### Try it
An exact reproduction is required of the lines from the beginning of the entries through the line with "height:16px; margin:-8px; padding:0", pictures excluded and nothing added.

### Records provided
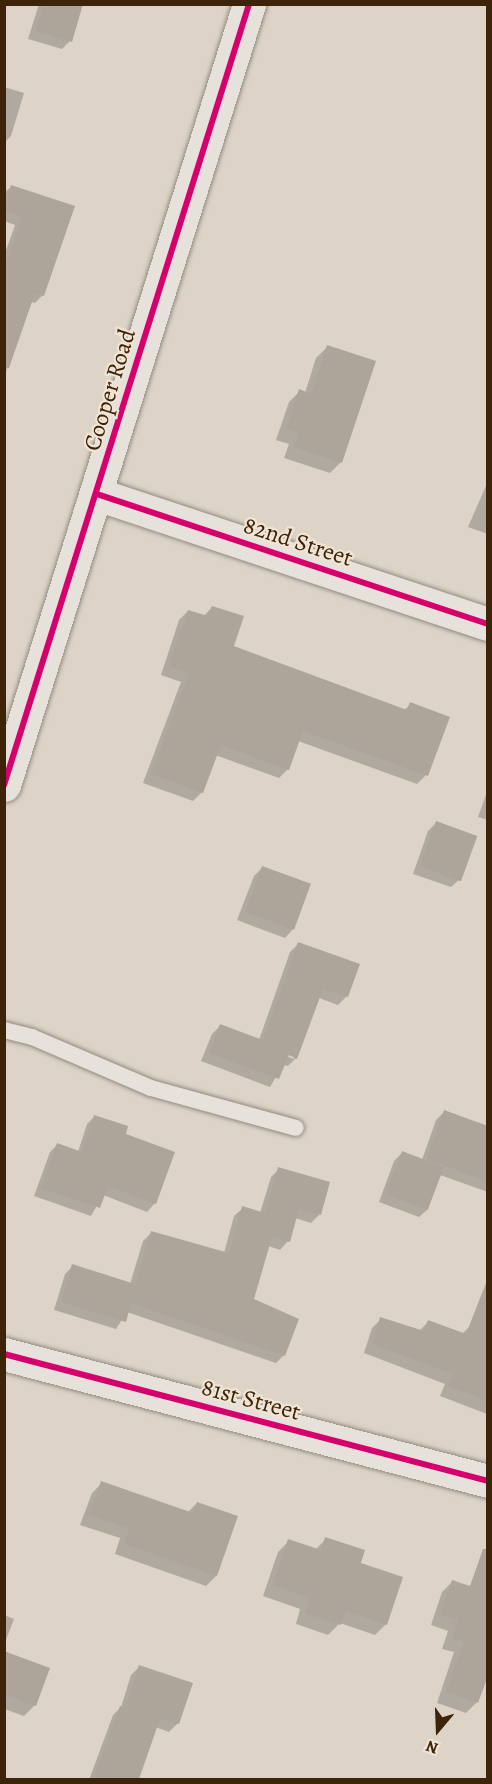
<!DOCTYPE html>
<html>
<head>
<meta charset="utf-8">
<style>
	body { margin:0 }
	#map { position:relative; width:492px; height:1784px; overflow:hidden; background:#ddd4c7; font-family:Alegreya,serif }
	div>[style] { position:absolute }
	.shadow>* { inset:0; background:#0003 }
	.building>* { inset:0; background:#ada59a; transform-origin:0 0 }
	.roads { filter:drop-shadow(0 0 2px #938b80) drop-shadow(0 0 2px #938b80) }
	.lane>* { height:16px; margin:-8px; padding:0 8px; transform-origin:8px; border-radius:8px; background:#e6e1da }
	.street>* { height:33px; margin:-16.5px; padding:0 16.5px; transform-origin:16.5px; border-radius:16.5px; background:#e6e1da }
	.secondary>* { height:33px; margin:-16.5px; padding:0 16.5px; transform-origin:16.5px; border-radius:16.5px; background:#e6e1da }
	.cycleway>* { height:6px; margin:-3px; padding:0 3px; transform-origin:3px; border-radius:3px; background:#d6006c }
	span { translate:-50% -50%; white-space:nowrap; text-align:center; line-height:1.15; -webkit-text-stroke:4.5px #efe4d5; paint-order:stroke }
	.street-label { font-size:24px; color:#3d2307 }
	.frame { position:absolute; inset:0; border:6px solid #3d2307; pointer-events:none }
	.north { position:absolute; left:408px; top:1700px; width:60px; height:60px; -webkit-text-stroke:4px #efe4d5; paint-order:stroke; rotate:199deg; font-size:16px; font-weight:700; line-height:24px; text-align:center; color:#3d2307 }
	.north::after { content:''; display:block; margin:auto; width:21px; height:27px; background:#3d2307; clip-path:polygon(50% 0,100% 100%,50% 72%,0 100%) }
</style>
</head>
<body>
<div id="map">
	<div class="shadow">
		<i style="clip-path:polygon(39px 4px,81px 4px,70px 41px,62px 49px,28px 39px)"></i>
		<i style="clip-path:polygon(4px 87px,24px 93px,11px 136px,4px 143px)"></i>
		<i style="clip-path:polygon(12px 186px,73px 207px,43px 295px,35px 303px,30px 302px,4px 377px,4px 256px,15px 225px,4px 221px,4px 193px)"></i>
		<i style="clip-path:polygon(327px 347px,341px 462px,330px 473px,284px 458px,289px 444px,276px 440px,289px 402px,300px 391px,305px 393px,316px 358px)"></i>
		<i style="clip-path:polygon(488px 481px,488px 534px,468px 527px)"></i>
		<i style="clip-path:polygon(212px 607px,232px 647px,403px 711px,411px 704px,448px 717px,426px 775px,417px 784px,298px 741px,288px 769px,279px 778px,215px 755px,202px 792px,193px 801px,143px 783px,181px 682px,161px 675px,179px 620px,188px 611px,204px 616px)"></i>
		<i style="clip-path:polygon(488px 789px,488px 820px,478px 817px)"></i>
		<i style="clip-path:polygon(436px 823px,460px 879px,451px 887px,413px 874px,428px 831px)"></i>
		<i style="clip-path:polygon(262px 868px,293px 929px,285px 938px,237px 920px,254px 876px)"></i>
		<i style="clip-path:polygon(evenodd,298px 944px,358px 965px,346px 997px,338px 1005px,319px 998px,296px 1058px,288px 1066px,283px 1065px,270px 1087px,201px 1061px,212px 1034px,220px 1026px,259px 1040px,290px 952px,298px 944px,282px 1051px,294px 1056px,294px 1059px,281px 1054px,282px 1051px)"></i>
		<i style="clip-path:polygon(444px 1112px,488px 1128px,488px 1192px,440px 1175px,428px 1209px,419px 1217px,379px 1202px,394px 1161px,402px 1153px,422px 1160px,436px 1120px)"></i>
		<i style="clip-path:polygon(95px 1116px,155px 1203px,147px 1212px,103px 1195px,91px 1216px,34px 1196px,50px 1152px,58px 1144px,78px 1152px,87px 1124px)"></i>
		<i style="clip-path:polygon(279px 1169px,319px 1215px,311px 1223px,295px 1218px,288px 1241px,280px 1250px,268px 1246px,253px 1300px,284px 1355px,276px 1363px,127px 1312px,116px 1329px,54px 1310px,65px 1274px,73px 1266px,130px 1284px,143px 1241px,151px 1233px,224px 1253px,234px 1216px,243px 1208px,260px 1213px,271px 1177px)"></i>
		<i style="clip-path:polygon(381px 1319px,419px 1331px,429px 1321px,462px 1334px,470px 1326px,488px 1333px,487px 1414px,440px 1396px,445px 1384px,364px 1353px,372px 1328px)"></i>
		<i style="clip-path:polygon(102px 1483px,187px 1513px,197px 1503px,236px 1517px,216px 1576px,206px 1586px,115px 1554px,120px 1538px,80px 1525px,92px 1493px)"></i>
		<i style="clip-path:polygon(326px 1539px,386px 1624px,375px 1635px,340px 1623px,328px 1635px,296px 1624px,300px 1609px,263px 1596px,278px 1552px,289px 1541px,315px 1550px)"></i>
		<i style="clip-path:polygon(453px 1581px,477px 1702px,466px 1713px,437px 1703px,454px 1652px,442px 1649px,448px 1631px,431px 1625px,442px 1592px)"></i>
		<i style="clip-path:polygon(4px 1615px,14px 1619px,4px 1645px)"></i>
		<i style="clip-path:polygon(4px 1653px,35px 1705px,24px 1716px,4px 1709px)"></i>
		<i style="clip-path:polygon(139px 1667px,191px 1684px,177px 1724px,169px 1732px,155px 1727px,137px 1780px,89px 1780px,113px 1715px,121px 1707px,131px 1675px)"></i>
	</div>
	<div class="building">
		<i style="clip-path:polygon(43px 4px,83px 4px,72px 42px,36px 31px)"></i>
		<i style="clip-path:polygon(11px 185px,75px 206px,44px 296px,35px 293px,9px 368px,4px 367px,4px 269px,22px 217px,4px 211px)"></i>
		<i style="clip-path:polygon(327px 345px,376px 361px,342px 463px,294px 447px,299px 433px,286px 429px,299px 389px,311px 394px)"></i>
		<i style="clip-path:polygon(212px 606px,244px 616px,234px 646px,407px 710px,410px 702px,450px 717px,428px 776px,303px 731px,289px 770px,221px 745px,203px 793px,151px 774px,189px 673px,169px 666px,188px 610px,208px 616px)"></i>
		<i style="left:436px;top:821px;width:44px;height:48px;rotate:20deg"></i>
		<i style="left:262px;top:866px;width:52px;height:49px;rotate:20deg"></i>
		<i style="clip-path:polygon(298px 942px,360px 964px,348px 997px,323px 989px,297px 1059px,289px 1055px,279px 1079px,209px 1053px,220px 1024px,263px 1040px)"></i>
		<i style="clip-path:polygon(444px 1110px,488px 1126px,488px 1182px,427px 1159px)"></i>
		<i style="clip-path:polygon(94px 1115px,128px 1126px,126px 1134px,175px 1152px,156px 1204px,108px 1186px,100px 1208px,41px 1188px,57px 1143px,82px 1152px)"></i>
		<i style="left:402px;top:1151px;width:45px;height:46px;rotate:21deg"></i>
		<i style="clip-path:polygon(278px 1167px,330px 1182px,321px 1215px,299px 1209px,290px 1242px,272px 1237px,254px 1299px,299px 1319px,285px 1356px,131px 1303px,126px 1322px,61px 1302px,72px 1264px,135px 1284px,151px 1231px,229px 1253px,242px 1206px,265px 1213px)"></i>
		<i style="clip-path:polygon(486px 1283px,488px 1401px,448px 1386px,453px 1374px,372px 1344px,380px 1317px,424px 1331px,428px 1320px,466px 1334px)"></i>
		<i style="clip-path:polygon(101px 1481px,193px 1513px,197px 1502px,238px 1516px,217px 1576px,124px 1544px,129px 1528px,89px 1515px)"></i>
		<i style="clip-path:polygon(325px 1537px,365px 1550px,361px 1563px,403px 1577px,387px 1625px,346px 1611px,341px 1625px,306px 1613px,310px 1598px,273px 1585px,288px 1539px,321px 1550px)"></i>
		<i style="clip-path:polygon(483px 1549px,488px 1549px,488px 1676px,478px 1703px,446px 1692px,464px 1642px,452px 1638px,458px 1620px,440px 1614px,452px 1580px,470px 1586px)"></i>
		<i style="clip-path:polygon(4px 1651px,50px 1668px,36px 1706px,4px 1695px)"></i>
		<i style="clip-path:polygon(139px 1665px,193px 1683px,179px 1724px,160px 1719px,139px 1779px,93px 1779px,120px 1706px,125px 1707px)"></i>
	</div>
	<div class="roads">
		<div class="lane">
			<i style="left:4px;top:1030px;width:29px;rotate:14deg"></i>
			<i style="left:32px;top:1037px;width:129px;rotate:23.2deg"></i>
			<i style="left:151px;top:1088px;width:150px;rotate:15.4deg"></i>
		</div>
		<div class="street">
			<i style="left:97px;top:494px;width:412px;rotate:18.4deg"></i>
			<i style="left:4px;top:1354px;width:500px;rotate:14.7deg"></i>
		</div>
		<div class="secondary">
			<i style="left:4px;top:785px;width:819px;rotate:-72.58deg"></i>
		</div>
	</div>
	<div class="cycleway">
		<i style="left:97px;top:494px;width:412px;rotate:18.4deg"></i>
		<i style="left:4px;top:785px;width:819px;rotate:-72.58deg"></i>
		<i style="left:4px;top:1354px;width:500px;rotate:14.7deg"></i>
	</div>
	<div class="street-label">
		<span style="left:110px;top:390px;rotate:-73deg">Cooper Road</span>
		<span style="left:298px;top:542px;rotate:18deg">82nd Street</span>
		<span style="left:251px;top:1400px;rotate:15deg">81st Street</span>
	</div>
	<div class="frame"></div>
	<div class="north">N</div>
</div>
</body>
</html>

### Exercise response
<!DOCTYPE html>
<html>
<head>
<meta charset="utf-8">
<style>
	body { margin:0 }
	#map { position:relative; width:492px; height:1784px; overflow:hidden; background:#ddd4c7; font-family:Alegreya,serif }
	div>[style] { position:absolute }
	.shadow>* { inset:0; background:#0003 }
	.building>* { inset:0; background:#ada59a; transform-origin:0 0 }
	.roads { filter:drop-shadow(0 0 2px #938b80) drop-shadow(0 0 2px #938b80) }
	.lane>* { height:16px; margin:-8px; padding:0 8px; transform-origin:8px; border-radius:8px; background:#e6e1da }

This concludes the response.